Ghost Town
Odd really. Downtown Boston over this past weekend. For someone who likes to photograph cities without people, perfect.
But what a reason for being vacant! Coronavirus changing our world.
I can't help but think of the photographs I made in downtown San Jose CA in 2018 in comparison. Also mostly empty but not due to some apocalypse, just an early Sunday morning in March.
San Jose
San Jose
San Jose
Boston yesterday was cold, windy and empty.
I think of these being made right now in this crisis as loaded, charged with the weight of our societal predicament, our world being changed in profound ways.
As a kid, growing up during the Cold War, I was fascinated and horrified by films like "On The Beach" and "Red Desert", depicting empty city streets, a world devoid of human beings after the nuclear holocaust.

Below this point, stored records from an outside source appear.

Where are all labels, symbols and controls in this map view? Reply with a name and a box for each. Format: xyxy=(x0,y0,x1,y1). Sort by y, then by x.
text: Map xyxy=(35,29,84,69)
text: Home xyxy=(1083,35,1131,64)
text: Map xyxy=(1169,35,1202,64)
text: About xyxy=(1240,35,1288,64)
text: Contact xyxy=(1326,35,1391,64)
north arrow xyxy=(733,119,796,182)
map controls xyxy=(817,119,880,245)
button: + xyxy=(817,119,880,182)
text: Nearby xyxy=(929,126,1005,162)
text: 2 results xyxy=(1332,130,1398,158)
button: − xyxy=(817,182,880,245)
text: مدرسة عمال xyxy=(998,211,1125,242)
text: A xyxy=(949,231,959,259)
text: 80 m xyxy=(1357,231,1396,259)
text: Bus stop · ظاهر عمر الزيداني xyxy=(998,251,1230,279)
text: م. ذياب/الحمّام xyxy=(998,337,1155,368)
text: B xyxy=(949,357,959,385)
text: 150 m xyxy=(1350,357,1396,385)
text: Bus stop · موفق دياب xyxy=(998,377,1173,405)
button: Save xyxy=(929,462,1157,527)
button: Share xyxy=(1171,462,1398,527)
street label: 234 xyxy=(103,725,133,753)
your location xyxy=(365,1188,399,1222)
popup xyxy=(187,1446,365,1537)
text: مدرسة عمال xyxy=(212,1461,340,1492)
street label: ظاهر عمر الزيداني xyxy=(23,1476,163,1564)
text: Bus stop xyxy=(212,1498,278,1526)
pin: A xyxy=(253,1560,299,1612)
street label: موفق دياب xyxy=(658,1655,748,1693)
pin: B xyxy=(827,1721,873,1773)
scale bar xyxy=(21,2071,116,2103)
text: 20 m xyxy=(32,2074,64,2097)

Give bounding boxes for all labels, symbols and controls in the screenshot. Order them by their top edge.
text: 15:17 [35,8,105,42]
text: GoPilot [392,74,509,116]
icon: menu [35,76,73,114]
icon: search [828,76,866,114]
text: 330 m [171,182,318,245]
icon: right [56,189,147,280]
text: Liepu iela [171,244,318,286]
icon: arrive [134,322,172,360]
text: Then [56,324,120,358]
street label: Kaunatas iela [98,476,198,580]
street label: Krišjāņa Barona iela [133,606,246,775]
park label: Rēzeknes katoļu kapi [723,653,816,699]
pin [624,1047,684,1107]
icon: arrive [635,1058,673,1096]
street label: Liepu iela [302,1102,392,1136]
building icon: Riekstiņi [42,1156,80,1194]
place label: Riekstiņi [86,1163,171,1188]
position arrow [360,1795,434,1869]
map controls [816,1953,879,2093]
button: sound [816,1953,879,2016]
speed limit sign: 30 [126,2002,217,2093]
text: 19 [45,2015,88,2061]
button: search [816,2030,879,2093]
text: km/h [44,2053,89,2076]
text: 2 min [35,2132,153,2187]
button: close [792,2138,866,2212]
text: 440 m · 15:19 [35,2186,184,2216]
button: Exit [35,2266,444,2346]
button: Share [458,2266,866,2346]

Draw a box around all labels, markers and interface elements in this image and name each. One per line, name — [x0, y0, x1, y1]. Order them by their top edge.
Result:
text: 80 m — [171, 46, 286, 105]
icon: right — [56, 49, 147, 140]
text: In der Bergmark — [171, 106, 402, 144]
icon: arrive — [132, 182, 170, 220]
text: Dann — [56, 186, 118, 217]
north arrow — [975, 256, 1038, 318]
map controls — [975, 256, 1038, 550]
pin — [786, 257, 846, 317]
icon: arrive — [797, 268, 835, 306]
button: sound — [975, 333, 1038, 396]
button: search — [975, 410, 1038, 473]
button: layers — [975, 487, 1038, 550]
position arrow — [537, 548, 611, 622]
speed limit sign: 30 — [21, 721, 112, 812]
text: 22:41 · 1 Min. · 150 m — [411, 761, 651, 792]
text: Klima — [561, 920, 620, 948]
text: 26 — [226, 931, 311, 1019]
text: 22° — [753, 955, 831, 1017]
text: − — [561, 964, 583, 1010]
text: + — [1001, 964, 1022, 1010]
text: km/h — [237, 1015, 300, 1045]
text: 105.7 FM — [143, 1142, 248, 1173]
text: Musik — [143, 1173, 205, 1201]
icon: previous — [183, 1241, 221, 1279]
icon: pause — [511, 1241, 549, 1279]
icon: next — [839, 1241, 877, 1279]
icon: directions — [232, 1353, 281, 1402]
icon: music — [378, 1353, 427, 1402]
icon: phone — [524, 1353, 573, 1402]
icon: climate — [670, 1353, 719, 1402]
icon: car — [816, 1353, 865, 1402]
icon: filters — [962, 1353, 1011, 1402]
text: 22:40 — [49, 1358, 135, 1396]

An empty city is an easy "get" for a photographer to comment on our current situation. Making pictures of an absence or a lack of something is an old ploy, a teacher's effort to try to push students to deal with making "something out of nothing".
If you've followed the blog for a while you know I have been photographing the effects of disasters for several years. These include the obvious ones such as Paradise, CA and the mudslides in Montecito, but also more subtle series such as Half Mast Oak Bluffs, made in reaction to the shooting in Las Vegas a few years ago. These new photographs of downtown Boston fit into that mold.
It is the sheer scale worldwide that is so staggering about our current disaster and so very unprecedented. For most of us, the fires in California or Australia, the Katrina or Puerto Rico hurricanes, the tsunami in Japan and so on were "over there", terrible but not in our town, not on our street. This is different. This is everywhere.
Stay healthy, heed the CDC's guidelines (not so much our president!), go for walks and bike rides in areas where there are few others. We'll get through this. My heart goes out to all of you in this very difficult time.